**Assigned task**
Some lines in the material below hold the word "setLineDash". Copy all of them.

**Provided records**

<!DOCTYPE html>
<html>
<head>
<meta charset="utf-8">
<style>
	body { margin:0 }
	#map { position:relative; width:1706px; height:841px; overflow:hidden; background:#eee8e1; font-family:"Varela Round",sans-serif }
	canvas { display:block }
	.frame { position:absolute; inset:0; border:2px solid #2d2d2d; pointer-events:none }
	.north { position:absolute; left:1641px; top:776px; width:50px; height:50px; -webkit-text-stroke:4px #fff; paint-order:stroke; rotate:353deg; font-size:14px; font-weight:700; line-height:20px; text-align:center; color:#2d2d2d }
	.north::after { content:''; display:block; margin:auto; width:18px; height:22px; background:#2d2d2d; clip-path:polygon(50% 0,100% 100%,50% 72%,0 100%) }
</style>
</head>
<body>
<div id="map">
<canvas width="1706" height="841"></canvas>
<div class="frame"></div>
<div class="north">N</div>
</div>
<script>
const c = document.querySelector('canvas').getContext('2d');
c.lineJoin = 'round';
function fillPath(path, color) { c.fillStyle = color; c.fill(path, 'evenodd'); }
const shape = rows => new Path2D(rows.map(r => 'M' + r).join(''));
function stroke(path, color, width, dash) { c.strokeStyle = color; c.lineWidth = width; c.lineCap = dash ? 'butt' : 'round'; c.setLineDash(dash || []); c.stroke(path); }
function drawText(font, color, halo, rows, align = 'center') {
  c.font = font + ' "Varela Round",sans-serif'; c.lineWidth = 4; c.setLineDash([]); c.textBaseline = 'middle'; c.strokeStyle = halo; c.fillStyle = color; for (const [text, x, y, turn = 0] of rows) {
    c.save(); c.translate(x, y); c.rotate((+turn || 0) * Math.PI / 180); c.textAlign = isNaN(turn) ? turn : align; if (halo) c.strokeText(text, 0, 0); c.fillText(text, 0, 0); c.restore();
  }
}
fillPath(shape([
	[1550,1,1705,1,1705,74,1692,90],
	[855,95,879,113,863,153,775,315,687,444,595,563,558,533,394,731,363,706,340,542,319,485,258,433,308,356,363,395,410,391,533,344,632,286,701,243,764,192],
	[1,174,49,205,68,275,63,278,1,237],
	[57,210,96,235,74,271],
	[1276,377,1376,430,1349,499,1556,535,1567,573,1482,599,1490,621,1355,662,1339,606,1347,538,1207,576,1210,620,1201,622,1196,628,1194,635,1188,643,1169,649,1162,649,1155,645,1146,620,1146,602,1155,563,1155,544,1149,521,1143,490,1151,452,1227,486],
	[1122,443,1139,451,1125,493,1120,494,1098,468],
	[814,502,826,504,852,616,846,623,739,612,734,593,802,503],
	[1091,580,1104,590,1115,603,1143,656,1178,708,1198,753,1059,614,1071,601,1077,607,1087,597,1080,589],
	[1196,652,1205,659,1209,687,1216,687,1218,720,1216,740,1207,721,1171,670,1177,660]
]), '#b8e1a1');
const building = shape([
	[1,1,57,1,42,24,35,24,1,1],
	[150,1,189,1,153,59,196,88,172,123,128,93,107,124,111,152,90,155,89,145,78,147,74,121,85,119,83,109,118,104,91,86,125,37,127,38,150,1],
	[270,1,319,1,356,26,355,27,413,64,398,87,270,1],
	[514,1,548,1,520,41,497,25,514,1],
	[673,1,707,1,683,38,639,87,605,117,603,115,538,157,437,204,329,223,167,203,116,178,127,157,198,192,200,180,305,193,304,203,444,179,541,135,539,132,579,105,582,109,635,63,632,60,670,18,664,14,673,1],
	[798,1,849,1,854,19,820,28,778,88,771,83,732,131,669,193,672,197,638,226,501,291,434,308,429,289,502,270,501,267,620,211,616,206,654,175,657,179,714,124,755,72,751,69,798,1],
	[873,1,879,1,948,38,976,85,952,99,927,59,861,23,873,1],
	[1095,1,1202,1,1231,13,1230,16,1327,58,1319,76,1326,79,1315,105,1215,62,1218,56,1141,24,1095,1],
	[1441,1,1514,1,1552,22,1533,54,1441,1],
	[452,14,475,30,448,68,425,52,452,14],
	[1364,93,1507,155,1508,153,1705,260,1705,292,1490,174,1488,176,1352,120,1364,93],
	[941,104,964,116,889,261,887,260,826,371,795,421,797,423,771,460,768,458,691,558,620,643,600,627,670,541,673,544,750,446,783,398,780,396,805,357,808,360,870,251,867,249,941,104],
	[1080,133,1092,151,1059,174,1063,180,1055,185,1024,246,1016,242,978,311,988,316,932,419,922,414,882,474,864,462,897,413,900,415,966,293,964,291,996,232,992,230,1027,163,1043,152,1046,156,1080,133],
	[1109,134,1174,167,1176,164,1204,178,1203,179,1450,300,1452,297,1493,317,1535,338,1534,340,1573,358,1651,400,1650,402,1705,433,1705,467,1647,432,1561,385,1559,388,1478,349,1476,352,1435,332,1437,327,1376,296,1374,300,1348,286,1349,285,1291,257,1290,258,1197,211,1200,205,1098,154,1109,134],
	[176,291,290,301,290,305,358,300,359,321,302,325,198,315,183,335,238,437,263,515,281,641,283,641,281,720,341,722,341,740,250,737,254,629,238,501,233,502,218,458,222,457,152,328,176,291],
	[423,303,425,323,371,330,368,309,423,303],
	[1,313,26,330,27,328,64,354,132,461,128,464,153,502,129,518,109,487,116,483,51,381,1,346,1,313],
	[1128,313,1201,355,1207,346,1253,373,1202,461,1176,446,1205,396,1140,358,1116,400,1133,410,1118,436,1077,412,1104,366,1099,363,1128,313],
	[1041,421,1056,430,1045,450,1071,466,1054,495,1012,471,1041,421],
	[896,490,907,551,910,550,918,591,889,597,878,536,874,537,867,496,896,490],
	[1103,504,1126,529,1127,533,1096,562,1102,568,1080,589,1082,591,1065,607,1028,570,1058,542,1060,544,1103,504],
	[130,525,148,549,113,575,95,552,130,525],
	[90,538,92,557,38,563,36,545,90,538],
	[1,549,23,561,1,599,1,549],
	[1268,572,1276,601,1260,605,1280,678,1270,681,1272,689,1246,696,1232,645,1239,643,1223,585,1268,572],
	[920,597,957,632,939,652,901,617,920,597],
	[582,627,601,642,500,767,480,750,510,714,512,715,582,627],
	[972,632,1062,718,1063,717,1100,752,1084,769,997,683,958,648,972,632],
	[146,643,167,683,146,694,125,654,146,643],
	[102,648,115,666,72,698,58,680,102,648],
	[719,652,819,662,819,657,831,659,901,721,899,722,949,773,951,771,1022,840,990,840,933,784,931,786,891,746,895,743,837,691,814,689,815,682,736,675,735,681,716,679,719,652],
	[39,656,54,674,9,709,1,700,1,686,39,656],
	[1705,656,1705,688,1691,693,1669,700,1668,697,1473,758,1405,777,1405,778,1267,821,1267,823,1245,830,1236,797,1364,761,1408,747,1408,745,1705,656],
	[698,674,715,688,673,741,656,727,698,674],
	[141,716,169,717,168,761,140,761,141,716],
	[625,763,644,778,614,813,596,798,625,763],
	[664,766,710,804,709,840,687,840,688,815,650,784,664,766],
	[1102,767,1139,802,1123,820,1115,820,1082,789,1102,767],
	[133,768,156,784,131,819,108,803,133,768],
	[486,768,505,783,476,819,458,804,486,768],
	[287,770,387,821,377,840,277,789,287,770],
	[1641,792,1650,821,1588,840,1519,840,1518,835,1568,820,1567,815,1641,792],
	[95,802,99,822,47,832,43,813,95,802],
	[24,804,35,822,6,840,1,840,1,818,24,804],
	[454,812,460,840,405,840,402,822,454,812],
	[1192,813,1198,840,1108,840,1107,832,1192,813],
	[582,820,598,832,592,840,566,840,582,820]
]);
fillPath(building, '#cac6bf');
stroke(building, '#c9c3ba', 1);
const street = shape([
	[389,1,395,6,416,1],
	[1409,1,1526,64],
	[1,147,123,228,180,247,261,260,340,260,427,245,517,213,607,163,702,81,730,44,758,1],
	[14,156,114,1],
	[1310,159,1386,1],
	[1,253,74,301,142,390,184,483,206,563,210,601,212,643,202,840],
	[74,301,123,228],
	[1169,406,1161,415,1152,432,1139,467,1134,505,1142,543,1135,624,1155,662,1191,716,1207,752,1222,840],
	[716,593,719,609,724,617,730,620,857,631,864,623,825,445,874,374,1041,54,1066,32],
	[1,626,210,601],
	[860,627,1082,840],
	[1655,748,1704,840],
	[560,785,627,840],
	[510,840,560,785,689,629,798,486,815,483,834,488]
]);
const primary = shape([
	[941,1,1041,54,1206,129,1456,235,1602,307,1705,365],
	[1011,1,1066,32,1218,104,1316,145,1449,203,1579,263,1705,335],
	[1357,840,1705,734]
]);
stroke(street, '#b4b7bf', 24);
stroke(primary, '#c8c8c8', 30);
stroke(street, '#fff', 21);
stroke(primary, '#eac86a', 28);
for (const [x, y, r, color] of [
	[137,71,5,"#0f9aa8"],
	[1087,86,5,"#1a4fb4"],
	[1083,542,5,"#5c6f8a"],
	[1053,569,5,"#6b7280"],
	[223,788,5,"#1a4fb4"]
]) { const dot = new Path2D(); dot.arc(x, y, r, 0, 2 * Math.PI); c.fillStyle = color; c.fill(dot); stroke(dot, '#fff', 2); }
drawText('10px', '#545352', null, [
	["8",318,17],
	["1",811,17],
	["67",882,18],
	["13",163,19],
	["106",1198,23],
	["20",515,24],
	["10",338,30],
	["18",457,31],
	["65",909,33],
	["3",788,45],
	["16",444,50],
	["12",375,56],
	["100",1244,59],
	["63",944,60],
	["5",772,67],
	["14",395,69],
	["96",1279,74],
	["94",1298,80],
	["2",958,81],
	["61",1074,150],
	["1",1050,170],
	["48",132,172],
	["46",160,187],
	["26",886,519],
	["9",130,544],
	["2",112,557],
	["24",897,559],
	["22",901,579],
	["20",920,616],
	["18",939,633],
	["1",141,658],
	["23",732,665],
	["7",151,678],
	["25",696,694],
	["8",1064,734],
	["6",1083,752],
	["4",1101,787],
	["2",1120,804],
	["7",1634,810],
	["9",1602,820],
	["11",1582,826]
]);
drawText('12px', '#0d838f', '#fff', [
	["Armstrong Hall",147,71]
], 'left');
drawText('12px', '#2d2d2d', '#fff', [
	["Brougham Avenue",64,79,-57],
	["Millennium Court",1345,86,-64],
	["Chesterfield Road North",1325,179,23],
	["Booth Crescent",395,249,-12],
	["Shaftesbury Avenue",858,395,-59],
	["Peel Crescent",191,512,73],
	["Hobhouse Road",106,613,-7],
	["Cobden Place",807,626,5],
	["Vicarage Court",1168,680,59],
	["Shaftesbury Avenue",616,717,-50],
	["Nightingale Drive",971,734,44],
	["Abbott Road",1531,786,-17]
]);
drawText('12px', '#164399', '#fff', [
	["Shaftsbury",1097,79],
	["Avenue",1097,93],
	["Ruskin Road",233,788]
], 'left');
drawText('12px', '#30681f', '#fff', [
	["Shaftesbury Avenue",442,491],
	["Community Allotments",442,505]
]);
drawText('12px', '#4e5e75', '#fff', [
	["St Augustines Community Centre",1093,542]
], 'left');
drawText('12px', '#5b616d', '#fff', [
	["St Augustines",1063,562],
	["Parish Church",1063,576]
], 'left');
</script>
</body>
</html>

...

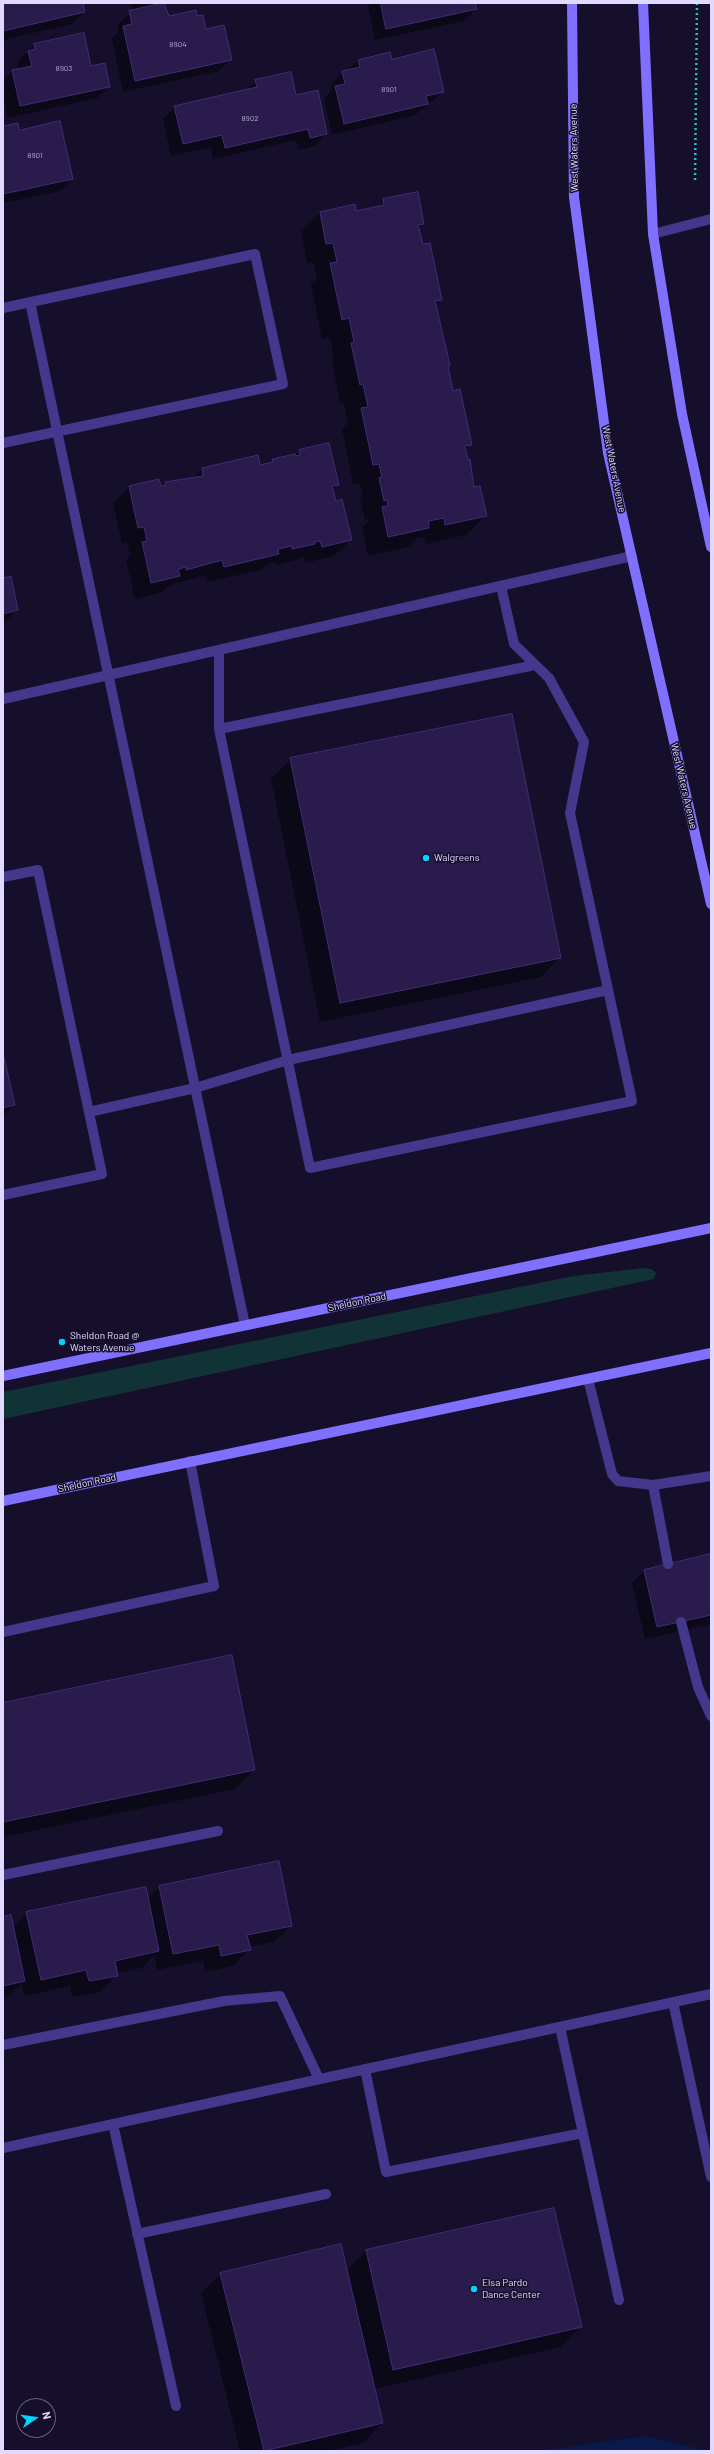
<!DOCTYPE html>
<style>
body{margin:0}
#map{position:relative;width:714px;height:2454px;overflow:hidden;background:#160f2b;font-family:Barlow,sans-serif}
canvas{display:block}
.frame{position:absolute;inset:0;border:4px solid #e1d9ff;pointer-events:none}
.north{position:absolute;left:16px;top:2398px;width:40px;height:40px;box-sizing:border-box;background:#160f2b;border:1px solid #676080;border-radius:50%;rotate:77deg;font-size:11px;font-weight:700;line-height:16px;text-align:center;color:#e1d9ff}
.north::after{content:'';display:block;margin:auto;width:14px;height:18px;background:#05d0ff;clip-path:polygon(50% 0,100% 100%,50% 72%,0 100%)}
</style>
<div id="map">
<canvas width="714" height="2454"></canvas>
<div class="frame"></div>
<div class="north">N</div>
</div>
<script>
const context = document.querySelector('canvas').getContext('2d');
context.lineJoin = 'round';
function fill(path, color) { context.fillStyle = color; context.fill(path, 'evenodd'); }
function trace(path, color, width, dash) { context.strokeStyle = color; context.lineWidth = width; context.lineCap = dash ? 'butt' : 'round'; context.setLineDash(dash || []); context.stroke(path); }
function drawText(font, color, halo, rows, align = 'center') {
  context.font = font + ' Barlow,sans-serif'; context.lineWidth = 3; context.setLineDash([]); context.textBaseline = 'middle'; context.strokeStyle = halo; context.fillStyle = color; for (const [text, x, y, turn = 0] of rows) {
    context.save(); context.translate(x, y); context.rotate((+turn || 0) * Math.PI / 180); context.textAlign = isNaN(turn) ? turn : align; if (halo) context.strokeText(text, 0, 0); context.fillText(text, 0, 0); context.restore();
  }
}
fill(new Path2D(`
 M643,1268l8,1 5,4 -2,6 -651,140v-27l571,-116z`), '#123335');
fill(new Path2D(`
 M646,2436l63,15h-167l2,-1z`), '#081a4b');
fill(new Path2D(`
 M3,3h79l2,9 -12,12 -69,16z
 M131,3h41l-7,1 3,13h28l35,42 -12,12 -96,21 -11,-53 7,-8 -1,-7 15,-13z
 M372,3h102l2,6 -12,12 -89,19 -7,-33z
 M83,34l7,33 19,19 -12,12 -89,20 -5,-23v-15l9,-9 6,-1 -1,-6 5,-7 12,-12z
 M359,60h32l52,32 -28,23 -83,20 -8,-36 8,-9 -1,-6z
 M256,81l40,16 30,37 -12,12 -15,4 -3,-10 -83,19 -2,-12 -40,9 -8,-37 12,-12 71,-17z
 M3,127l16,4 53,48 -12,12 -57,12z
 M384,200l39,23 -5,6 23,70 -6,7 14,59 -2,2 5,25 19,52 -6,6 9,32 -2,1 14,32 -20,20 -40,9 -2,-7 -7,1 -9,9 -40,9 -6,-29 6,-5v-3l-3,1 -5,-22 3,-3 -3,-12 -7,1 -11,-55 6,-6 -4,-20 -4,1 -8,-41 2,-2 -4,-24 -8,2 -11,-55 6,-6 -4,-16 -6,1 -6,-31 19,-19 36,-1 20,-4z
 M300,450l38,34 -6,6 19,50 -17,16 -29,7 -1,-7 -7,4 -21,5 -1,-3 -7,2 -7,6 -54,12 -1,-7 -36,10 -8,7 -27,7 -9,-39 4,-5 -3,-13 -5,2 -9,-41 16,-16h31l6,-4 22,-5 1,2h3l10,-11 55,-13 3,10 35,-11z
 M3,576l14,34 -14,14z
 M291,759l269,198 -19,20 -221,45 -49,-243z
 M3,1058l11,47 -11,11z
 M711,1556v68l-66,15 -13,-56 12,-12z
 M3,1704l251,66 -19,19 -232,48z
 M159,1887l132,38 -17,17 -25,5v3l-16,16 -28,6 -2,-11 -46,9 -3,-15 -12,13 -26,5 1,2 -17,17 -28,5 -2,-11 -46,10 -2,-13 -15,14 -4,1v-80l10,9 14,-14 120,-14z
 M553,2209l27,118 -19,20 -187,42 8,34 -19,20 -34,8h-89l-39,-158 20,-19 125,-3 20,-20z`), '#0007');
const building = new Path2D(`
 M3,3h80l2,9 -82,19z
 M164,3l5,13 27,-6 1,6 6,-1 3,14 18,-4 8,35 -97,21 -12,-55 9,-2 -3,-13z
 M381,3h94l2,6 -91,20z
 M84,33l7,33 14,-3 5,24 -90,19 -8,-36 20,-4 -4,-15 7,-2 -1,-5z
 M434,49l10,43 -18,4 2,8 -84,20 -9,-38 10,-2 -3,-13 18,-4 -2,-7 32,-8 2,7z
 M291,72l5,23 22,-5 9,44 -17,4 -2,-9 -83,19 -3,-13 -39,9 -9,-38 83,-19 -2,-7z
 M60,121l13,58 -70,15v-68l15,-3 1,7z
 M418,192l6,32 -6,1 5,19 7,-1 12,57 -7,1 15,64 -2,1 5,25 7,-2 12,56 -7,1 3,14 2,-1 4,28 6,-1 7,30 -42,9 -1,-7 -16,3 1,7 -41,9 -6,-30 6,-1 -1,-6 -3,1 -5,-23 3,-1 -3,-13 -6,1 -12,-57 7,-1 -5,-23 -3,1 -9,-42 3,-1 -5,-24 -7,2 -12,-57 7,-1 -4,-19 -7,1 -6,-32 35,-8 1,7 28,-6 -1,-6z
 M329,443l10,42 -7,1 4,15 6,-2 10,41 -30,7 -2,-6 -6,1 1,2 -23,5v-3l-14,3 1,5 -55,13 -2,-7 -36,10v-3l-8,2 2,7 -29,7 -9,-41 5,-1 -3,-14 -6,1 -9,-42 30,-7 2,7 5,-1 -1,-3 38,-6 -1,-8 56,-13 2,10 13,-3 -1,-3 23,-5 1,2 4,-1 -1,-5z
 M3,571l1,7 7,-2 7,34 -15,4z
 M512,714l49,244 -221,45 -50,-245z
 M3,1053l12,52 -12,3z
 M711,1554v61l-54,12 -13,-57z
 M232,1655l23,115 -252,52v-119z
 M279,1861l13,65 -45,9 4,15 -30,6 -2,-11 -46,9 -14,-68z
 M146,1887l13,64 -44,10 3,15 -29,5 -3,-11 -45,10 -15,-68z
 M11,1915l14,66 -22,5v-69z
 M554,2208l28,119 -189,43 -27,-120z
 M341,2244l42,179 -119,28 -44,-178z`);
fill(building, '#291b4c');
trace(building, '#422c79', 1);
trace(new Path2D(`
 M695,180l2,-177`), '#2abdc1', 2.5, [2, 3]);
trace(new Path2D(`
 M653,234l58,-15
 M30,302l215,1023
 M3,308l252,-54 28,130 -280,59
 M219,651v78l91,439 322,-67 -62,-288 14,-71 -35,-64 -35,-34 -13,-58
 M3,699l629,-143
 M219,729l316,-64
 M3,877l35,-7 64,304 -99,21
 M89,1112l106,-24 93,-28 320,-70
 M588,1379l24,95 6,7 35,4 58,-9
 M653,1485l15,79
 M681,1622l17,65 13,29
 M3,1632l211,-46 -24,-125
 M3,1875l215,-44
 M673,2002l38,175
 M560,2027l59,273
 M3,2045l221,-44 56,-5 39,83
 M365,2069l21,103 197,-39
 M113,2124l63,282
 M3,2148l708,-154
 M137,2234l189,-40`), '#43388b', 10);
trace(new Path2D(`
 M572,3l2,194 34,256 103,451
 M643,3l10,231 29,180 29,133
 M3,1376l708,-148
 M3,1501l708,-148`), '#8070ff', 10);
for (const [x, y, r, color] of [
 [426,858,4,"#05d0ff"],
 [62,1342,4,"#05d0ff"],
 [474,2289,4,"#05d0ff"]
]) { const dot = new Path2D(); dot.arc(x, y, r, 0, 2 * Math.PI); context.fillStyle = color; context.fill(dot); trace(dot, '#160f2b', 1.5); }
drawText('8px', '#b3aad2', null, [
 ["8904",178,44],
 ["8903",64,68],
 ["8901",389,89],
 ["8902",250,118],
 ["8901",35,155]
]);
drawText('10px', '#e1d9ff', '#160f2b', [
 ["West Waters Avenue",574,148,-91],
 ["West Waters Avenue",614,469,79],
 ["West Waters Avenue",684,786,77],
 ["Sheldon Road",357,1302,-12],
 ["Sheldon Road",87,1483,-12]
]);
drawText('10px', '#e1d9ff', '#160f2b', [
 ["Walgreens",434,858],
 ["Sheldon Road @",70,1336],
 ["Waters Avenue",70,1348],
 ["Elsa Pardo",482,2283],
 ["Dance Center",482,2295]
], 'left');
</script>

**Result of this task**
function stroke(path, color, width, dash) { c.strokeStyle = color; c.lineWidth = width; c.lineCap = dash ? 'butt' : 'round'; c.setLineDash(dash || []); c.stroke(path); }
  c.font = font + ' "Varela Round",sans-serif'; c.lineWidth = 4; c.setLineDash([]); c.textBaseline = 'middle'; c.strokeStyle = halo; c.fillStyle = color; for (const [text, x, y, turn = 0] of rows) {
function trace(path, color, width, dash) { context.strokeStyle = color; context.lineWidth = width; context.lineCap = dash ? 'butt' : 'round'; context.setLineDash(dash || []); context.stroke(path); }
  context.font = font + ' Barlow,sans-serif'; context.lineWidth = 3; context.setLineDash([]); context.textBaseline = 'middle'; context.strokeStyle = halo; context.fillStyle = color; for (const [text, x, y, turn = 0] of rows) {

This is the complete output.